ACTIVITY:
Nothing in the entries may change when they are transcribed.

(Collected data)

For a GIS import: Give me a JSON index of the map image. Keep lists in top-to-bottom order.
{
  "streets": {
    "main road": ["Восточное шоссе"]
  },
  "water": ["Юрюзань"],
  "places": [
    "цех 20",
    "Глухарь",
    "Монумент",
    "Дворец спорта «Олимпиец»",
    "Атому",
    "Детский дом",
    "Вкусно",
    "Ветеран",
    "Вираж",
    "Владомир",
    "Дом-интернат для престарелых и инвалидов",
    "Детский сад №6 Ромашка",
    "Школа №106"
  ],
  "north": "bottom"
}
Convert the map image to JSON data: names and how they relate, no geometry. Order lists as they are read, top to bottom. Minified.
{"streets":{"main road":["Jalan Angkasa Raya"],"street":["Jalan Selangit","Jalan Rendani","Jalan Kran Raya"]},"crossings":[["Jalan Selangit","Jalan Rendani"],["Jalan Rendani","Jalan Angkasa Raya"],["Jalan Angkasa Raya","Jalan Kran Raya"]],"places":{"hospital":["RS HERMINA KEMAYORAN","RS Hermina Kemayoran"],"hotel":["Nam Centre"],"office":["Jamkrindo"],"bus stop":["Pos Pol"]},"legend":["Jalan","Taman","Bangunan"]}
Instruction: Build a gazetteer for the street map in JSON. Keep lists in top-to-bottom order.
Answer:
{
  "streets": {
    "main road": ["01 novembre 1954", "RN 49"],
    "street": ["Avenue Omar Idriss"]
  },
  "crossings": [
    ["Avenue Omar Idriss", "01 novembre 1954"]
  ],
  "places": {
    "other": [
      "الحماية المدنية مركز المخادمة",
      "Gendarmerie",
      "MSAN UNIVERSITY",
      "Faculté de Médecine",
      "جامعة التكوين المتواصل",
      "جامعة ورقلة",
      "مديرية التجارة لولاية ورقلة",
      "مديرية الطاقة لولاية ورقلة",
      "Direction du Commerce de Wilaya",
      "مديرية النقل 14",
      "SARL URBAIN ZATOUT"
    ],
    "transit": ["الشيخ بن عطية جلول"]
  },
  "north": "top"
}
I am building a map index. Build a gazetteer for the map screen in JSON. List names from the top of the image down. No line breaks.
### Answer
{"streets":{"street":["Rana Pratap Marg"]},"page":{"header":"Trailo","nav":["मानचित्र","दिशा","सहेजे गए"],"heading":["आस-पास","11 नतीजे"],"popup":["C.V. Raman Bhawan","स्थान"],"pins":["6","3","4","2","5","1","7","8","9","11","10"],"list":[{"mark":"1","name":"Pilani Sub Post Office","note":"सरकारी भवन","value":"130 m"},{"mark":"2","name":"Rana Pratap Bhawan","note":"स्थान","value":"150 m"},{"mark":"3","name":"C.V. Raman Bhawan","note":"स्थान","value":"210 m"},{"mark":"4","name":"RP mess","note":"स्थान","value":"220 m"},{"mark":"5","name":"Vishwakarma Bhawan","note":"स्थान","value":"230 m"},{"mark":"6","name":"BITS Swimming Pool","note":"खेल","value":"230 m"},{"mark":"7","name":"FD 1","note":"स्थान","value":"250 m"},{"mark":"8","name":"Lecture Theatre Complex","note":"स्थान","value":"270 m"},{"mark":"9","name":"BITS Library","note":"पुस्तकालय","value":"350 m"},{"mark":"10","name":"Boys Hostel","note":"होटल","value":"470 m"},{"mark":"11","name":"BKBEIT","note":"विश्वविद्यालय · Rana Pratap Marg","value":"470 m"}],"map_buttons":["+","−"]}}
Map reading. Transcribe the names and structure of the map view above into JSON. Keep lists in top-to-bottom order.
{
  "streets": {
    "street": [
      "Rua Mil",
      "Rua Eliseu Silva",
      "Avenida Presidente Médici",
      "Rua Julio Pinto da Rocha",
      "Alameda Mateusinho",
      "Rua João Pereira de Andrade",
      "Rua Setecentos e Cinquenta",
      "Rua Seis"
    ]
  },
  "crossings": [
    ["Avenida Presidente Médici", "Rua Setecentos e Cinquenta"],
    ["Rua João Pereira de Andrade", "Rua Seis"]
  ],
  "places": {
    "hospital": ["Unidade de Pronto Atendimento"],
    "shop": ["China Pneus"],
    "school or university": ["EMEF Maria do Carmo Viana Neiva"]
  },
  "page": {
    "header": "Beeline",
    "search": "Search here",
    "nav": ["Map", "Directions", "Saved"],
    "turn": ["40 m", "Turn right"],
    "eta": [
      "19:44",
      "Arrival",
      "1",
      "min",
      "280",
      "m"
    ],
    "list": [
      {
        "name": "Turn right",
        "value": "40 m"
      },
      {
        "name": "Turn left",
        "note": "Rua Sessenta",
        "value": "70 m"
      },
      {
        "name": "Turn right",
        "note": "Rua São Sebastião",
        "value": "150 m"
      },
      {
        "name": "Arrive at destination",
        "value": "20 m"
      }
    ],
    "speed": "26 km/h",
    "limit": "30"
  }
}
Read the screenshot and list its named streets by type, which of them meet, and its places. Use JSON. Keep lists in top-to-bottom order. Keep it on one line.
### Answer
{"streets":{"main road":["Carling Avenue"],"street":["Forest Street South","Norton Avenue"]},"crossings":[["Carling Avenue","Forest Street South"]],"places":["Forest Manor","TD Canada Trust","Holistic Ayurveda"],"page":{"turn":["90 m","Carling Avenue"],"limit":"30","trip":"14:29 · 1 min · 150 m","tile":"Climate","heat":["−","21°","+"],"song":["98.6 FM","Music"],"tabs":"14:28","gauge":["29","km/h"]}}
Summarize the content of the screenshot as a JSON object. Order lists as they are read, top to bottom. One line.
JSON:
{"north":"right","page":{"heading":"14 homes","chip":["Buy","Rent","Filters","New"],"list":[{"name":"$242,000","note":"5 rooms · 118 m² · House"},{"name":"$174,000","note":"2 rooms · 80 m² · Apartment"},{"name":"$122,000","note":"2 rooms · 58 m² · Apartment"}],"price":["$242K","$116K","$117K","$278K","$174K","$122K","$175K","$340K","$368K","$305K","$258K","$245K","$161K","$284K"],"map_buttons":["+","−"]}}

WRITTEN SOLUTION:
For a GIS import: Give me a JSON index of the map image. Keep lists in top-to-bottom order.
{
  "streets": {
    "main road": ["Восточное шоссе"]
  },
  "water": ["Юрюзань"],
  "places": [
    "цех 20",
    "Глухарь",
    "Монумент",
    "Дворец спорта «Олимпиец»",
    "Атому",
    "Детский дом",
    "Вкусно",
    "Ветеран",
    "Вираж",
    "Владомир",
    "Дом-интернат для престарелых и инвалидов",
    "Детский сад №6 Ромашка",
    "Школа №106"
  ],
  "north": "bottom"
}
Convert the map image to JSON data: names and how they relate, no geometry. Order lists as they are read, top to bottom. Minified.
{"streets":{"main road":["Jalan Angkasa Raya"],"street":["Jalan Selangit","Jalan Rendani","Jalan Kran Raya"]},"crossings":[["Jalan Selangit","Jalan Rendani"],["Jalan Rendani","Jalan Angkasa Raya"],["Jalan Angkasa Raya","Jalan Kran Raya"]],"places":{"hospital":["RS HERMINA KEMAYORAN","RS Hermina Kemayoran"],"hotel":["Nam Centre"],"office":["Jamkrindo"],"bus stop":["Pos Pol"]},"legend":["Jalan","Taman","Bangunan"]}
Instruction: Build a gazetteer for the street map in JSON. Keep lists in top-to-bottom order.
Answer:
{
  "streets": {
    "main road": ["01 novembre 1954", "RN 49"],
    "street": ["Avenue Omar Idriss"]
  },
  "crossings": [
    ["Avenue Omar Idriss", "01 novembre 1954"]
  ],
  "places": {
    "other": [
      "الحماية المدنية مركز المخادمة",
      "Gendarmerie",
      "MSAN UNIVERSITY",
      "Faculté de Médecine",
      "جامعة التكوين المتواصل",
      "جامعة ورقلة",
      "مديرية التجارة لولاية ورقلة",
      "مديرية الطاقة لولاية ورقلة",
      "Direction du Commerce de Wilaya",
      "مديرية النقل 14",
      "SARL URBAIN ZATOUT"
    ],
    "transit": ["الشيخ بن عطية جلول"]
  },
  "north": "top"
}
I am building a map index. Build a gazetteer for the map screen in JSON. List names from the top of the image down. No line breaks.
### Answer
{"streets":{"street":["Rana Pratap Marg"]},"page":{"header":"Trailo","nav":["मानचित्र","दिशा","सहेजे गए"],"heading":["आस-पास","11 नतीजे"],"popup":["C.V. Raman Bhawan","स्थान"],"pins":["6","3","4","2","5","1","7","8","9","11","10"],"list":[{"mark":"1","name":"Pilani Sub Post Office","note":"सरकारी भवन","value":"130 m"},{"mark":"2","name":"Rana Pratap Bhawan","note":"स्थान","value":"150 m"},{"mark":"3","name":"C.V. Raman Bhawan","note":"स्थान","value":"210 m"},{"mark":"4","name":"RP mess","note":"स्थान","value":"220 m"},{"mark":"5","name":"Vishwakarma Bhawan","note":"स्थान","value":"230 m"},{"mark":"6","name":"BITS Swimming Pool","note":"खेल","value":"230 m"},{"mark":"7","name":"FD 1","note":"स्थान","value":"250 m"},{"mark":"8","name":"Lecture Theatre Complex","note":"स्थान","value":"270 m"},{"mark":"9","name":"BITS Library","note":"पुस्तकालय","value":"350 m"},{"mark":"10","name":"Boys Hostel","note":"होटल","value":"470 m"},{"mark":"11","name":"BKBEIT","note":"विश्वविद्यालय · Rana Pratap Marg","value":"470 m"}],"map_buttons":["+","−"]}}
Map reading. Transcribe the names and structure of the map view above into JSON. Keep lists in top-to-bottom order.
{
  "streets": {
    "street": [
      "Rua Mil",
      "Rua Eliseu Silva",
      "Avenida Presidente Médici",
      "Rua Julio Pinto da Rocha",
      "Alameda Mateusinho",
      "Rua João Pereira de Andrade",
      "Rua Setecentos e Cinquenta",
      "Rua Seis"
    ]
  },
  "crossings": [
    ["Avenida Presidente Médici", "Rua Setecentos e Cinquenta"],
    ["Rua João Pereira de Andrade", "Rua Seis"]
  ],
  "places": {
    "hospital": ["Unidade de Pronto Atendimento"],
    "shop": ["China Pneus"],
    "school or university": ["EMEF Maria do Carmo Viana Neiva"]
  },
  "page": {
    "header": "Beeline",
    "search": "Search here",
    "nav": ["Map", "Directions", "Saved"],
    "turn": ["40 m", "Turn right"],
    "eta": [
      "19:44",
      "Arrival",
      "1",
      "min",
      "280",
      "m"
    ],
    "list": [
      {
        "name": "Turn right",
        "value": "40 m"
      },
      {
        "name": "Turn left",
        "note": "Rua Sessenta",
        "value": "70 m"
      },
      {
        "name": "Turn right",
        "note": "Rua São Sebastião",
        "value": "150 m"
      },
      {
        "name": "Arrive at destination",
        "value": "20 m"
      }
    ],
    "speed": "26 km/h",
    "limit": "30"
  }
}
Read the screenshot and list its named streets by type, which of them meet, and its places. Use JSON. Keep lists in top-to-bottom order. Keep it on one line.
### Answer
{"streets":{"main road":["Carling Avenue"],"street":["Forest Street South","Norton Avenue"]},"crossings":[["Carling Avenue","Forest Street South"]],"places":["Forest Manor","TD Canada Trust","Holistic Ayurveda"],"page":{"turn":["90 m","Carling Avenue"],"limit":"30","trip":"14:29 · 1 min · 150 m","tile":"Climate","heat":["−","21°","+"],"song":["98.6 FM","Music"],"tabs":"14:28","gauge":["29","km/h"]}}
Summarize the content of the screenshot as a JSON object. Order lists as they are read, top to bottom. One line.
JSON:
{"north":"right","page":{"heading":"14 homes","chip":["Buy","Rent","Filters","New"],"list":[{"name":"$242,000","note":"5 rooms · 118 m² · House"},{"name":"$174,000","note":"2 rooms · 80 m² · Apartment"},{"name":"$122,000","note":"2 rooms · 58 m² · Apartment"}],"price":["$242K","$116K","$117K","$278K","$174K","$122K","$175K","$340K","$368K","$305K","$258K","$245K","$161K","$284K"],"map_buttons":["+","−"]}}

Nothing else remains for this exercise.